§ Record excerpts:
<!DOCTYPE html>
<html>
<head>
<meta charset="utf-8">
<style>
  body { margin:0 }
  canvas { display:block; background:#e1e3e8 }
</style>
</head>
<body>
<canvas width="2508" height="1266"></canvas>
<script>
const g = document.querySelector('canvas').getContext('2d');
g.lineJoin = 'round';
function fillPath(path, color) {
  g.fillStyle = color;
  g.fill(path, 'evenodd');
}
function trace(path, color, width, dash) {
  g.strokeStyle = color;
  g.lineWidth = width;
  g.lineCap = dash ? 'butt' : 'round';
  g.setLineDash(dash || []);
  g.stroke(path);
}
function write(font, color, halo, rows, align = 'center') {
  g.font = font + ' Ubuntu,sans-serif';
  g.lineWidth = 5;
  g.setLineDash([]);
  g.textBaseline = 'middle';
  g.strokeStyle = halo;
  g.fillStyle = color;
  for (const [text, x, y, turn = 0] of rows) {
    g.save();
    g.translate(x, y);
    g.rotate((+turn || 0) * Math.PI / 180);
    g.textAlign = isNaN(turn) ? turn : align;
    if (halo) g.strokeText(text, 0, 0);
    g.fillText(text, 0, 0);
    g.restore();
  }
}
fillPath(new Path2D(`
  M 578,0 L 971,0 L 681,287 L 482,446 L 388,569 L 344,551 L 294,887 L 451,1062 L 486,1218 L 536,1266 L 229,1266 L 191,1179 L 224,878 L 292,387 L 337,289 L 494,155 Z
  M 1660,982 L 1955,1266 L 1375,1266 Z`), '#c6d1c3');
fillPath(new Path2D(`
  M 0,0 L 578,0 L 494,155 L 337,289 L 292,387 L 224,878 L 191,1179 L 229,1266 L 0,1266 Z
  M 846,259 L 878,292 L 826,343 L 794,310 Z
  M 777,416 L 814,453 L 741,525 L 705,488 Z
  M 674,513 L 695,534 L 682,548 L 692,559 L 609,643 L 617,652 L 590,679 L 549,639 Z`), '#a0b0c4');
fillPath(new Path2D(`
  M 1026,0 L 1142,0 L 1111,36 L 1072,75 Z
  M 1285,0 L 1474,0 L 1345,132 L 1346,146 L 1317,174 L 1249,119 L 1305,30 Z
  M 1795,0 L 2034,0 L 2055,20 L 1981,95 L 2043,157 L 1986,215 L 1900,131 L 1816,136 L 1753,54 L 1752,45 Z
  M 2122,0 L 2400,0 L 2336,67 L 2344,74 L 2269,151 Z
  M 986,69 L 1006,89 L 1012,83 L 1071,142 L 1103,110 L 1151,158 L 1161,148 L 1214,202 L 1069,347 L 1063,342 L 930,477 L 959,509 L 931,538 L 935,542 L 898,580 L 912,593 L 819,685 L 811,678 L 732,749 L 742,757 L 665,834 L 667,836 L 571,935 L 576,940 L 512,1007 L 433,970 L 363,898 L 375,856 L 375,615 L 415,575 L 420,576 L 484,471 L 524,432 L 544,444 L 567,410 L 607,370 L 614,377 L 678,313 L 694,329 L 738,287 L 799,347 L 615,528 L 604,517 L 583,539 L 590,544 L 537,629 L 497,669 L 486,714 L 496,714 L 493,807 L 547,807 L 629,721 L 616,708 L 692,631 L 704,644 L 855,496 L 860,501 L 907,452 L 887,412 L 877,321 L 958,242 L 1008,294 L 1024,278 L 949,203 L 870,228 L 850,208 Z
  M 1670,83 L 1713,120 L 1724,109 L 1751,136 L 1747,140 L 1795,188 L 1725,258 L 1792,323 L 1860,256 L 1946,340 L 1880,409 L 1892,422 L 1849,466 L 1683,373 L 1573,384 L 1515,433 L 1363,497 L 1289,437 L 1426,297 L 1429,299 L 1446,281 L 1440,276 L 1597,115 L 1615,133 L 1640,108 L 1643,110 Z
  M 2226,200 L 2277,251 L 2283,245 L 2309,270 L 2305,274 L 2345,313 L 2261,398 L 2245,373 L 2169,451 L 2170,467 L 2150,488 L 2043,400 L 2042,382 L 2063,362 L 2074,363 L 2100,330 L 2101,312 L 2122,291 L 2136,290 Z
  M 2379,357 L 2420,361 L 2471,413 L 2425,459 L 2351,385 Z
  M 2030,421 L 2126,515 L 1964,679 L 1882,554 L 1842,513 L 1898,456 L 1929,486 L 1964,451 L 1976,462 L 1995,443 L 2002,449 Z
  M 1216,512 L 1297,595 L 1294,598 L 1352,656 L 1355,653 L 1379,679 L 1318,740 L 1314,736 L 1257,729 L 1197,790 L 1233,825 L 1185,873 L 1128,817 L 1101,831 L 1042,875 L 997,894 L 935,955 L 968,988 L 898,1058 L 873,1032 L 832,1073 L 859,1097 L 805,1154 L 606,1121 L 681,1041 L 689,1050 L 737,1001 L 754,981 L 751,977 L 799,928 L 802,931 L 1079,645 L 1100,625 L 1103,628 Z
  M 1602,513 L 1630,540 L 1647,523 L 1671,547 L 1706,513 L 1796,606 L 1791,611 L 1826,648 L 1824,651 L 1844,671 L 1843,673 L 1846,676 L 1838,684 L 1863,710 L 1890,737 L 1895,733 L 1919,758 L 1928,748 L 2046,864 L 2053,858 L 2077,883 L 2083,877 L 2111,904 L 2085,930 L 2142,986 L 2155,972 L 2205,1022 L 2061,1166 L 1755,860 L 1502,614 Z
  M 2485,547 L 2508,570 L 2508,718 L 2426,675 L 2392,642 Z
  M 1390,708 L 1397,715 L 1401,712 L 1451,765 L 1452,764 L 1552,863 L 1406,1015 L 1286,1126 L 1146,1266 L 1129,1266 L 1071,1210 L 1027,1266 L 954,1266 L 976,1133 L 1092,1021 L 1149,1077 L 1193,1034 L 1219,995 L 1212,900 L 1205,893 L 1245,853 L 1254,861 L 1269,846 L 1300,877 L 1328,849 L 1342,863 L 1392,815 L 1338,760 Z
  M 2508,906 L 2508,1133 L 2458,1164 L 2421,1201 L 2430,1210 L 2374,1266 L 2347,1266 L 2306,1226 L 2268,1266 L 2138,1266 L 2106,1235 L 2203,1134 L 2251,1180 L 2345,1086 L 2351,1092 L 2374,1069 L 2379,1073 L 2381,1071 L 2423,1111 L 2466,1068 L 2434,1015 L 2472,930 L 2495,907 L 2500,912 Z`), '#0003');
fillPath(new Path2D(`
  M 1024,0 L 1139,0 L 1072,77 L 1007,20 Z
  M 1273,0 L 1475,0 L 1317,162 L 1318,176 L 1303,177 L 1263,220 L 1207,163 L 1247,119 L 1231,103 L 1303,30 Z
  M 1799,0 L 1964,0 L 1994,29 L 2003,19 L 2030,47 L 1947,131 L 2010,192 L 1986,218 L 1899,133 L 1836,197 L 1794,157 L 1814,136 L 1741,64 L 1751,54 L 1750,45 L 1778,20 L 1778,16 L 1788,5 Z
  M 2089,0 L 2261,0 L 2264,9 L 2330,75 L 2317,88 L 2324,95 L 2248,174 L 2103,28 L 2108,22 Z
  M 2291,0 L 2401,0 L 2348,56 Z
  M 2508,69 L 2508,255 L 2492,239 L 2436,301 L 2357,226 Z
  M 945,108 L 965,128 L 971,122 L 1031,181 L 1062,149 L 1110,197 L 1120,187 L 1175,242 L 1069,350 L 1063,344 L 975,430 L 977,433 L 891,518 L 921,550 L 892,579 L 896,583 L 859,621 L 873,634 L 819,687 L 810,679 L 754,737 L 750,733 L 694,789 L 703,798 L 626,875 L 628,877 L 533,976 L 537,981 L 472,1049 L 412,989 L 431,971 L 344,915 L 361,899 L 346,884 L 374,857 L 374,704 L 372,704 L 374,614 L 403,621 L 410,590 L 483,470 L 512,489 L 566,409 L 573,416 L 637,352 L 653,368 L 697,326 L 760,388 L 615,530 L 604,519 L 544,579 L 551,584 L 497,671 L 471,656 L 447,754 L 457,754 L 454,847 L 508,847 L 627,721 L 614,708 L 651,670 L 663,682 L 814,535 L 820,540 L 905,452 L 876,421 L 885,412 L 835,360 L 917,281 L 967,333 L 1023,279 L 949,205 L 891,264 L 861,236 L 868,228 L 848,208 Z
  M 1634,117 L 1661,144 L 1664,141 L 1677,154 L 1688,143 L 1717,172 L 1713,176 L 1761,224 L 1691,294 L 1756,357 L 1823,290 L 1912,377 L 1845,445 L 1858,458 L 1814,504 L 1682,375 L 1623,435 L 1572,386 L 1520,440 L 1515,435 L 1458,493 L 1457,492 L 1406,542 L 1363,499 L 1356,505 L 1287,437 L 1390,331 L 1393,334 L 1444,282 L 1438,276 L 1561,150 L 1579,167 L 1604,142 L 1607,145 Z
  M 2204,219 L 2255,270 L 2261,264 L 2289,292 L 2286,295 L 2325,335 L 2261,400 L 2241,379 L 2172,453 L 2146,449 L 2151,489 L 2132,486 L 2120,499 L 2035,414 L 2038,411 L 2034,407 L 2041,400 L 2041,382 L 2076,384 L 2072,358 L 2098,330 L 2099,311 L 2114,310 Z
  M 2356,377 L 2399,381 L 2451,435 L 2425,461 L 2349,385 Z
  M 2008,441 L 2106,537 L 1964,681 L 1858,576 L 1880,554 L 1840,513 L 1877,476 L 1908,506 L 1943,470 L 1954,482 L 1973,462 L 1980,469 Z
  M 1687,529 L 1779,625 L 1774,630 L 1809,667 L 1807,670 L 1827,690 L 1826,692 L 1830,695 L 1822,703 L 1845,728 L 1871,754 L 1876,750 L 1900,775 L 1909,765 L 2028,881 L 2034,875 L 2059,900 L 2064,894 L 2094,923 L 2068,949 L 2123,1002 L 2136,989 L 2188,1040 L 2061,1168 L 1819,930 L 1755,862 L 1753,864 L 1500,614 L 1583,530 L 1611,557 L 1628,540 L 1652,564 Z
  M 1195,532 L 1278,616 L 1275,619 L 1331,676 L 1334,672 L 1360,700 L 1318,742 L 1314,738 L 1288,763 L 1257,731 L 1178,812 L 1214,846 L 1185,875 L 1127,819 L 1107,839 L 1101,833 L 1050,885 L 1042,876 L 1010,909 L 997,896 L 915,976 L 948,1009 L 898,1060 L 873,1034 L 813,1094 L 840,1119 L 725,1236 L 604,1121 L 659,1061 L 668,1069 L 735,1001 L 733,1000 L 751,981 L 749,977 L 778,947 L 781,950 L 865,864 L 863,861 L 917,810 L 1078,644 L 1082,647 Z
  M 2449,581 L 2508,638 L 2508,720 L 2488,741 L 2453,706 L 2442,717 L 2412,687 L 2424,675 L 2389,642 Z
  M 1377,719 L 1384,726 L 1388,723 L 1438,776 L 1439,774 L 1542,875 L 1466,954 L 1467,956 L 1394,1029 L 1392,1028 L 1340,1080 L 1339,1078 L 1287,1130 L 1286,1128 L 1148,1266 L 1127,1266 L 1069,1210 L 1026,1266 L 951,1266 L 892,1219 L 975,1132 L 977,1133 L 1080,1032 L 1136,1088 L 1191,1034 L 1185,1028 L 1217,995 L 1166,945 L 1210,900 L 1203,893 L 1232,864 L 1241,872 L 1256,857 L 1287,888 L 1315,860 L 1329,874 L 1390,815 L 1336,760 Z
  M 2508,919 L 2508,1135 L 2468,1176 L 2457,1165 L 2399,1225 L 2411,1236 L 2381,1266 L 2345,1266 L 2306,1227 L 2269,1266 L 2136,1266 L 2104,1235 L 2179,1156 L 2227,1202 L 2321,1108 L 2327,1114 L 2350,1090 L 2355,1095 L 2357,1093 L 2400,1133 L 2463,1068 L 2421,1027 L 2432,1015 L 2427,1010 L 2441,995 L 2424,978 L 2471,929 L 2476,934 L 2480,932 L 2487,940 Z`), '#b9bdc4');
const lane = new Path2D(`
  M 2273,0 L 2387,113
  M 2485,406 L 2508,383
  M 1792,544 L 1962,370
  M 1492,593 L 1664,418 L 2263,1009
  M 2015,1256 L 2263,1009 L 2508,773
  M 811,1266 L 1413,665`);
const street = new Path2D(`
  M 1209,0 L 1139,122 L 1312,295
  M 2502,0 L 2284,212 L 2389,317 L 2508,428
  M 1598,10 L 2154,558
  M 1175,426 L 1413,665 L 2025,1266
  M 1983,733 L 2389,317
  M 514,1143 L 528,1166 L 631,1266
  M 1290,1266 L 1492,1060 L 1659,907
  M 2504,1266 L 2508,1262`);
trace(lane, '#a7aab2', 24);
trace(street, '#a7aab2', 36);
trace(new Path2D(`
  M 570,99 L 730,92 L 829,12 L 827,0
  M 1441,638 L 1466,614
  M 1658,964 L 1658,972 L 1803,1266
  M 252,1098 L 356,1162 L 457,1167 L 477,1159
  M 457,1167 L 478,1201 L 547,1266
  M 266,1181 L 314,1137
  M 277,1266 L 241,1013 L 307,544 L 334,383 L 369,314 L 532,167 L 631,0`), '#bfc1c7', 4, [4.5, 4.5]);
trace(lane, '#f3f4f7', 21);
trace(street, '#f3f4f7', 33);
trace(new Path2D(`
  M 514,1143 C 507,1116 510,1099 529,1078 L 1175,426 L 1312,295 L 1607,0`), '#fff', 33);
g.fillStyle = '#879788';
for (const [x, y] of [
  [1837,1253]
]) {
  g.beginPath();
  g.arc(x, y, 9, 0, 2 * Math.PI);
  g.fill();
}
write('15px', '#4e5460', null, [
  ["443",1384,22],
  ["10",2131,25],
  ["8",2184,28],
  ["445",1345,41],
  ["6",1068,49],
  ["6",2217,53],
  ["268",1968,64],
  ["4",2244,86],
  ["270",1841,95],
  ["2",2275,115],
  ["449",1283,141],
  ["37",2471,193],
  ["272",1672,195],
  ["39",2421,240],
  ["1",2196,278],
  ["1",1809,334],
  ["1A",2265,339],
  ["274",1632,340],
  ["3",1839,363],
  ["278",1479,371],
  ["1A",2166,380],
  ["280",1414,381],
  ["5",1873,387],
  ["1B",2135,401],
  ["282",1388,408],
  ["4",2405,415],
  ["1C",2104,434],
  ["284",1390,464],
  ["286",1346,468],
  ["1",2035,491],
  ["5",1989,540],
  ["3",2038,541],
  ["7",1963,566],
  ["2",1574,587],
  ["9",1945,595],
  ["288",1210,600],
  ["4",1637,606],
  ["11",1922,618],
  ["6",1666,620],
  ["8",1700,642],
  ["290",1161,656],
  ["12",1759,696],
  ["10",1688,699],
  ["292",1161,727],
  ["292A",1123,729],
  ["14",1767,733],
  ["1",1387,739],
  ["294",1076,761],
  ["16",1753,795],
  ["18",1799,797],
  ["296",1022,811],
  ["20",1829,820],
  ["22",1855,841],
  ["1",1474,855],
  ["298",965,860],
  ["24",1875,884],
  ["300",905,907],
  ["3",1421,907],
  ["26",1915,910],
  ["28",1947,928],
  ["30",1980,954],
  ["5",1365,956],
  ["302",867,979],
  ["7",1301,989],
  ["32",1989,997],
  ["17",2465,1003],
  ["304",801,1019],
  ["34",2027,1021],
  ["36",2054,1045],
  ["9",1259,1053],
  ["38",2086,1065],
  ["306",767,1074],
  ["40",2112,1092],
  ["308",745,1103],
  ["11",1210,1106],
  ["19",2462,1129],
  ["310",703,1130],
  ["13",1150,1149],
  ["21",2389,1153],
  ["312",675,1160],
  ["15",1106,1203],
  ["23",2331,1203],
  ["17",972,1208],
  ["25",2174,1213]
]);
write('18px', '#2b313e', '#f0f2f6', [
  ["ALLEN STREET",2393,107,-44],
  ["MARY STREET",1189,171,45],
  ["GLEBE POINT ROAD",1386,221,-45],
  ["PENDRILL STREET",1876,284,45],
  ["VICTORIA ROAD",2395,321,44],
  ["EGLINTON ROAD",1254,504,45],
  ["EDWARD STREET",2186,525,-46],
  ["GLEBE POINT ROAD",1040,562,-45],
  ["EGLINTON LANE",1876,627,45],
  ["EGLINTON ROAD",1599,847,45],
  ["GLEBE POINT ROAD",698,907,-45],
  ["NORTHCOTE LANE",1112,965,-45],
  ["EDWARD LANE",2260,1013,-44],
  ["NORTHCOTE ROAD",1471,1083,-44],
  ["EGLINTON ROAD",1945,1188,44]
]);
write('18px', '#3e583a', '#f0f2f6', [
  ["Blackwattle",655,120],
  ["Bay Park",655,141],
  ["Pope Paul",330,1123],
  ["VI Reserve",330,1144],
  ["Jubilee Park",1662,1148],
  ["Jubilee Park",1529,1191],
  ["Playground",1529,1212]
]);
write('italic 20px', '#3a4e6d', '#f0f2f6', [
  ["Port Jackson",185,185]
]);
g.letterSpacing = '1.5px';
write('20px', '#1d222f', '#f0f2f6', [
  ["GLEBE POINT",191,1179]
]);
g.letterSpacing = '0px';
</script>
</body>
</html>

§ Your goal:
In the data above, find the line that contains "g.stroke(path);" and the line that contains "M 1660,982 L". Repeat exactly those lines and every line between them, and only those.

§ Exercise solution:
  g.stroke(path);
}
function write(font, color, halo, rows, align = 'center') {
  g.font = font + ' Ubuntu,sans-serif';
  g.lineWidth = 5;
  g.setLineDash([]);
  g.textBaseline = 'middle';
  g.strokeStyle = halo;
  g.fillStyle = color;
  for (const [text, x, y, turn = 0] of rows) {
    g.save();
    g.translate(x, y);
    g.rotate((+turn || 0) * Math.PI / 180);
    g.textAlign = isNaN(turn) ? turn : align;
    if (halo) g.strokeText(text, 0, 0);
    g.fillText(text, 0, 0);
    g.restore();
  }
}
fillPath(new Path2D(`
  M 578,0 L 971,0 L 681,287 L 482,446 L 388,569 L 344,551 L 294,887 L 451,1062 L 486,1218 L 536,1266 L 229,1266 L 191,1179 L 224,878 L 292,387 L 337,289 L 494,155 Z
  M 1660,982 L 1955,1266 L 1375,1266 Z`), '#c6d1c3');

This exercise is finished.